Putting the Quality Back into Supplier Management

Enterprise resource planning software can help organizations manage global enterprises effectively

Published: Monday, January 16, 2012 - 13:39

Manufacturing is now a global game. The United States is still the world’s largest manufacturer but is no longer the engine for growth it once was. China, Brazil, Australia, India, Singapore, and other countries are building new facilities at a breakneck pace.

This growth is also no longer limited to just low-value-added areas. Industries such as automotive, aerospace, consumer packaged goods, food, electronics, medical devices, and pharmaceuticals are now some of the most global in the world.

Much of the growth is driven by U.S. and western European corporations. These companies have achieved a global scale through building a matrix-type structure composed of multiple business units and regions. This structure can act as a source of strength, but it also incurs the challenge of managing complex internal and external operations. Externally, these companies generally have supply networks that span multiple tiers ranging from joint ventures, tier 1 partner firms, and tier 2 or 3 component suppliers. Internally, many of these leading companies have built global centers of excellence for procurement, engineering, manufacturing, logistics, finance, and more. The strategy around a center of excellence approach is to help centralize expertise and act as a shared service provider within the organization to standardize best practices across regions and business units.

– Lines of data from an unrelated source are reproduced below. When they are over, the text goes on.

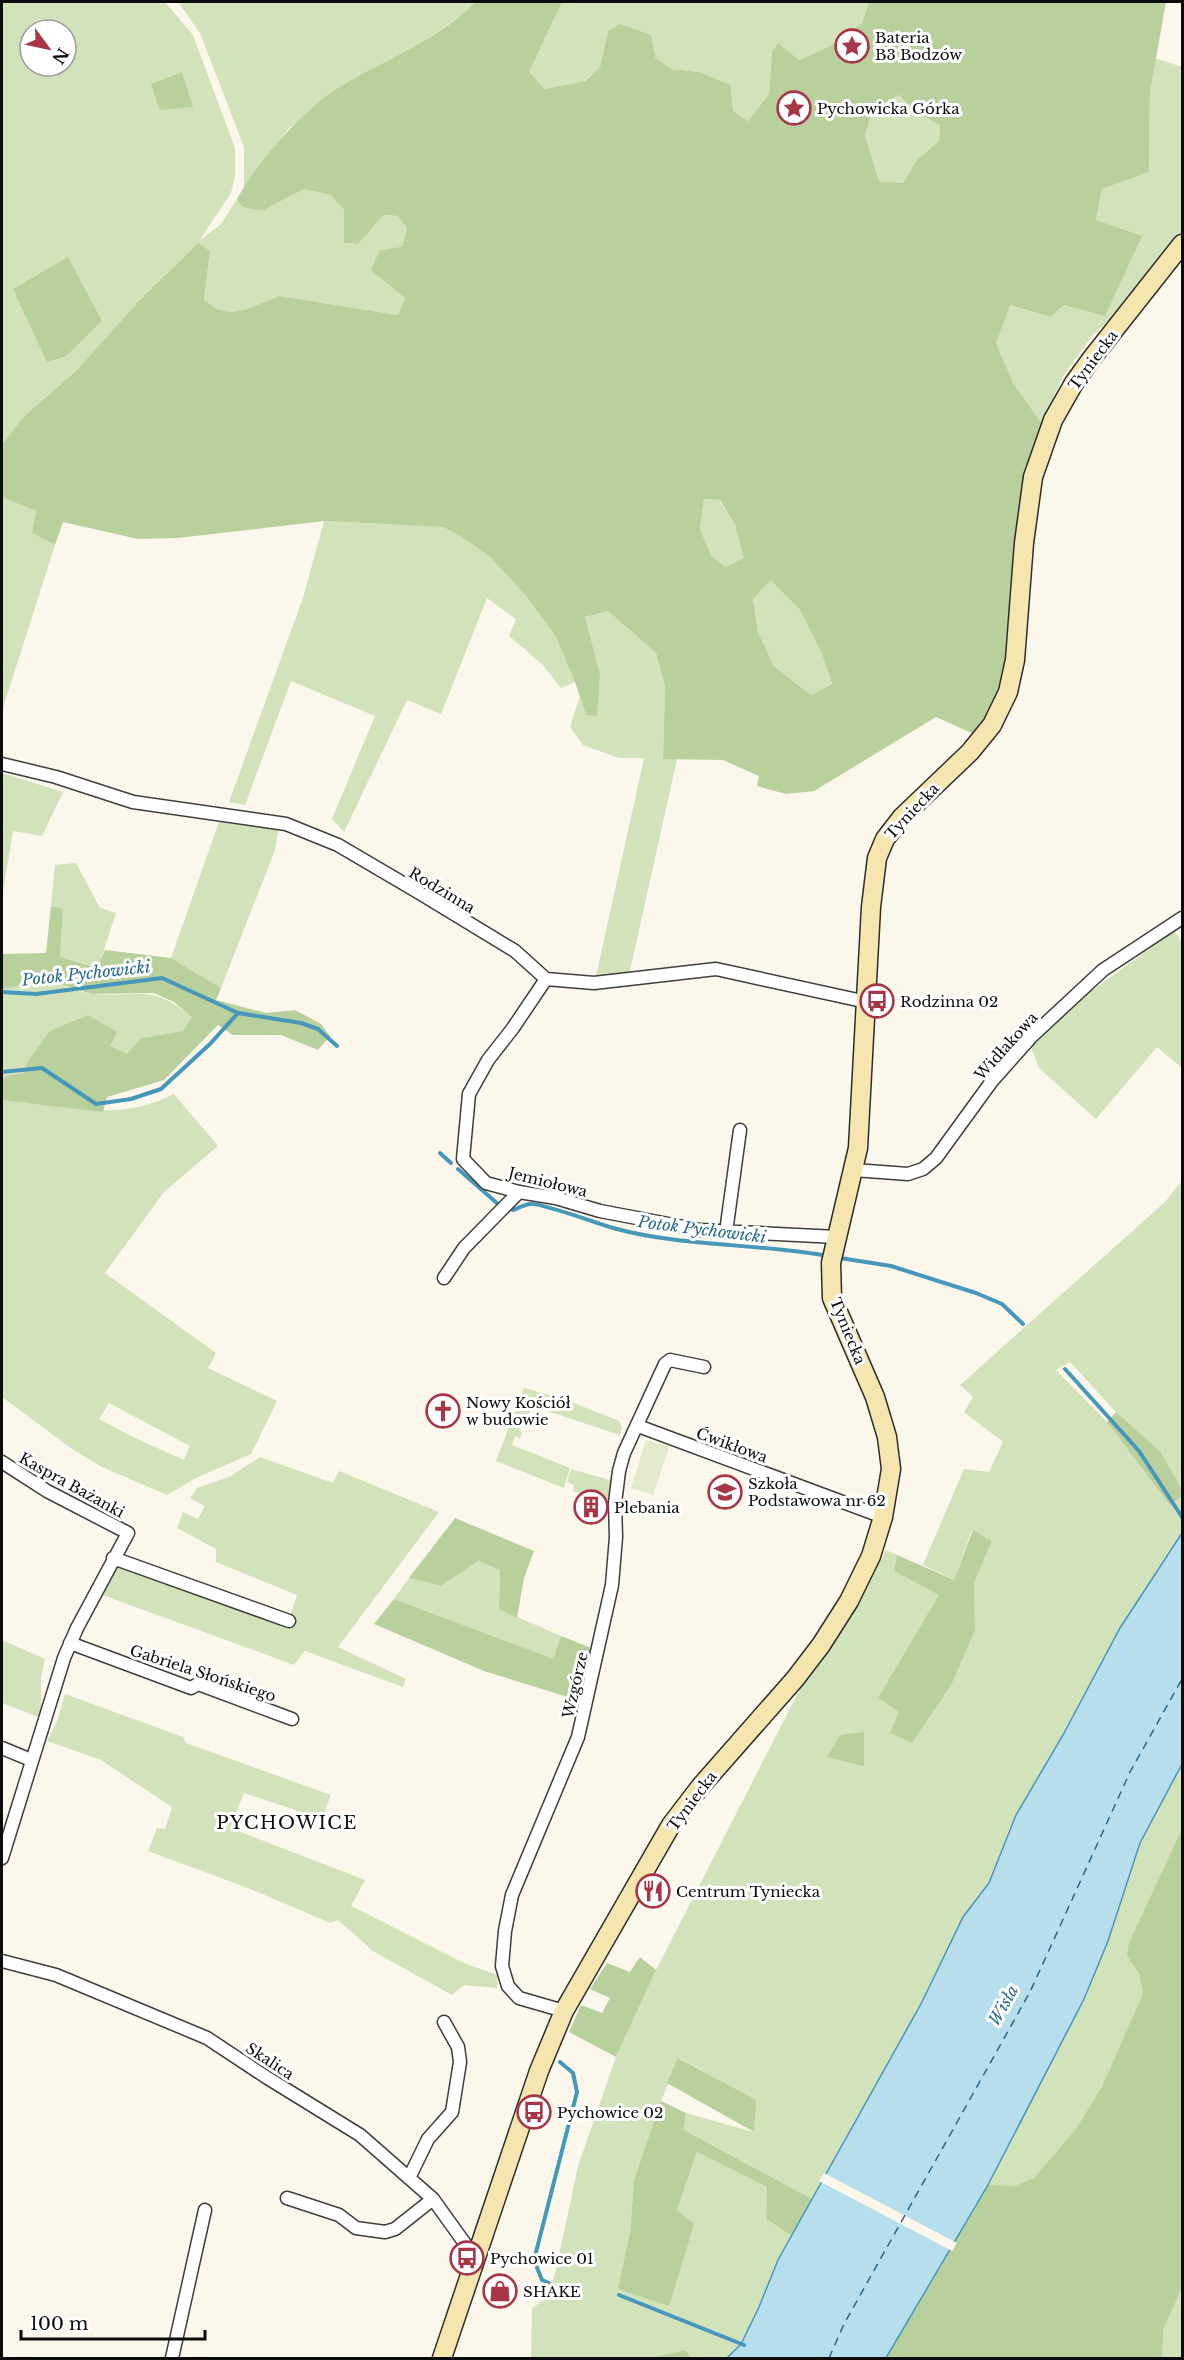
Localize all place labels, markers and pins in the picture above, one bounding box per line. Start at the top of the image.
place icon: Bateria B3 Bodzów [834,28,870,64]
place label: Bateria B3 Bodzów [875,28,962,64]
place icon: Pychowicka Górka [776,90,812,126]
place label: Pychowicka Górka [817,99,960,118]
bus stop icon: Rodzinna 02 [859,983,895,1019]
place label: Rodzinna 02 [900,992,998,1011]
church icon: Nowy Kościół w budowie [425,1393,461,1429]
place label: Nowy Kościół w budowie [466,1393,571,1429]
school or university icon: Szkoła Podstawowa nr 62 [707,1474,743,1510]
place label: Szkoła Podstawowa nr 62 [748,1474,886,1510]
building icon: Plebania [573,1489,609,1525]
place label: Plebania [614,1498,680,1517]
restaurant icon: Centrum Tyniecka [635,1873,671,1909]
place label: Centrum Tyniecka [676,1882,821,1901]
bus stop icon: Pychowice 02 [516,2094,552,2130]
place label: Pychowice 02 [557,2103,663,2122]
bus stop icon: Pychowice 01 [449,2240,485,2276]
place label: Pychowice 01 [490,2249,594,2268]
shop icon: SHAKE [482,2273,518,2309]
place label: SHAKE [523,2282,581,2301]

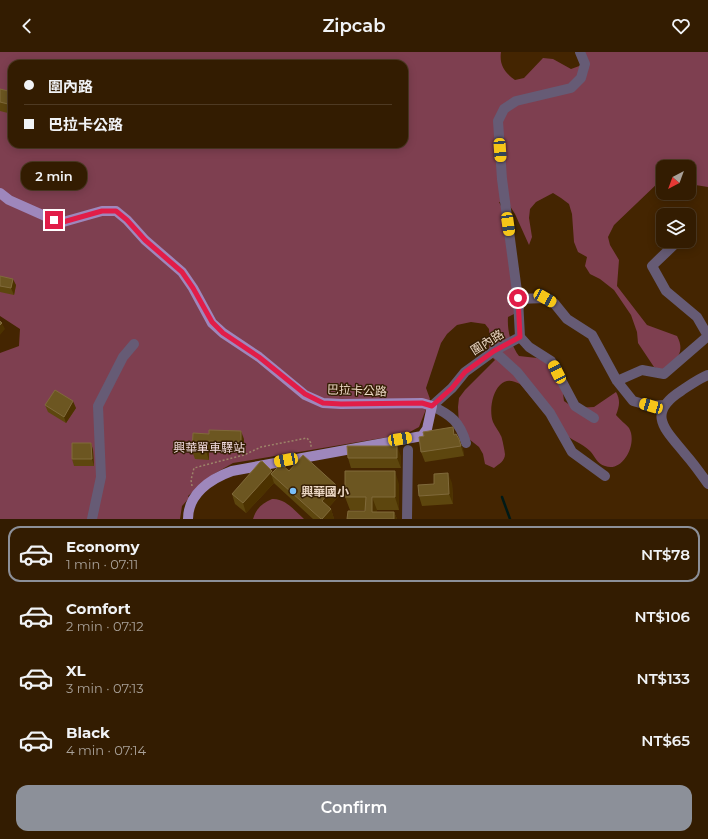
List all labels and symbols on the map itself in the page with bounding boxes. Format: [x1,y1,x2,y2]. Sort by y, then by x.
car [493,138,507,162]
north arrow [656,160,696,200]
callout: 2 min [21,162,87,190]
route end [45,211,63,229]
car [500,211,516,237]
car [532,287,558,309]
route start [509,289,527,307]
street label: 圍內路 [468,326,506,358]
car [546,359,568,385]
street label: 巴拉卡公路 [327,381,387,399]
car [638,397,664,415]
car [387,431,413,447]
park label: 興華單車驛站 [173,440,245,455]
car [273,452,299,468]
place label: 興華國小 [301,484,349,499]
marker: 興華國小 [288,486,298,496]

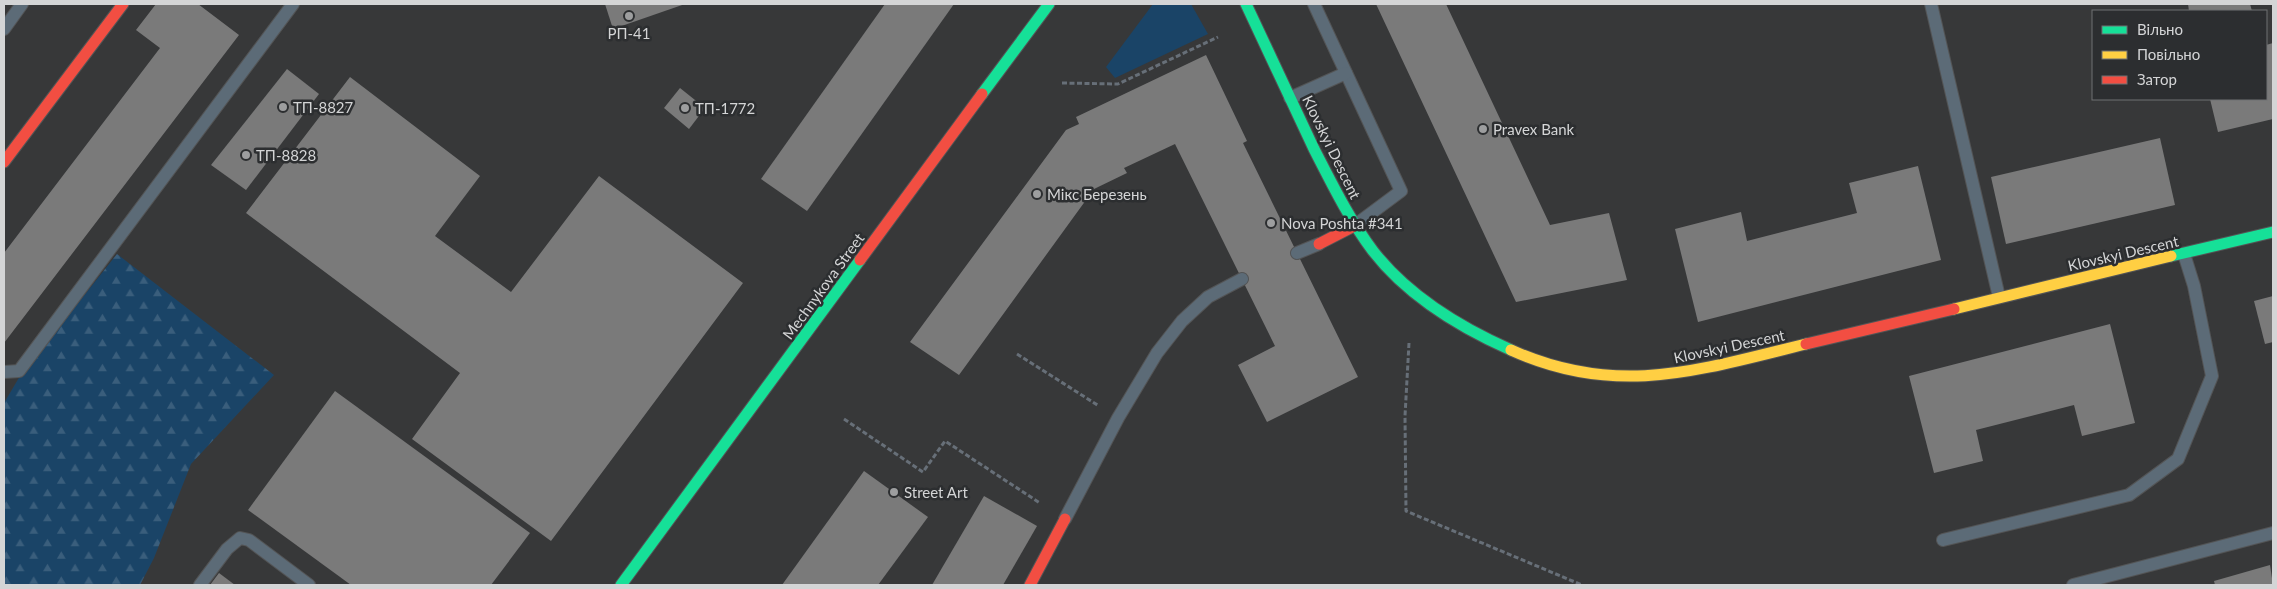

To help manage this complexity and support these internal and external business objectives, many leading companies have supported operations with a centralized IT architecture, often in the form of a single instance global enterprise resource planning (ERP) implementation. Such systems can take many years and many millions of dollars to implement, but in the long term help to streamline processes, reduce redundancy, provide better visibility into operations, and more. This is the positive side, but there are also negatives. When it comes to global ERP implementations, not all functional areas or departments are treated equal. Often the majority of resources and expertise are focused on those areas that stand to gain the most direct benefit or cost savings. Often this means the major beneficiaries of a global ERP implantation are finance, accounting, and procurement, along with select other areas of the business that offer a competitive advantage—supply chain management or engineering are good examples.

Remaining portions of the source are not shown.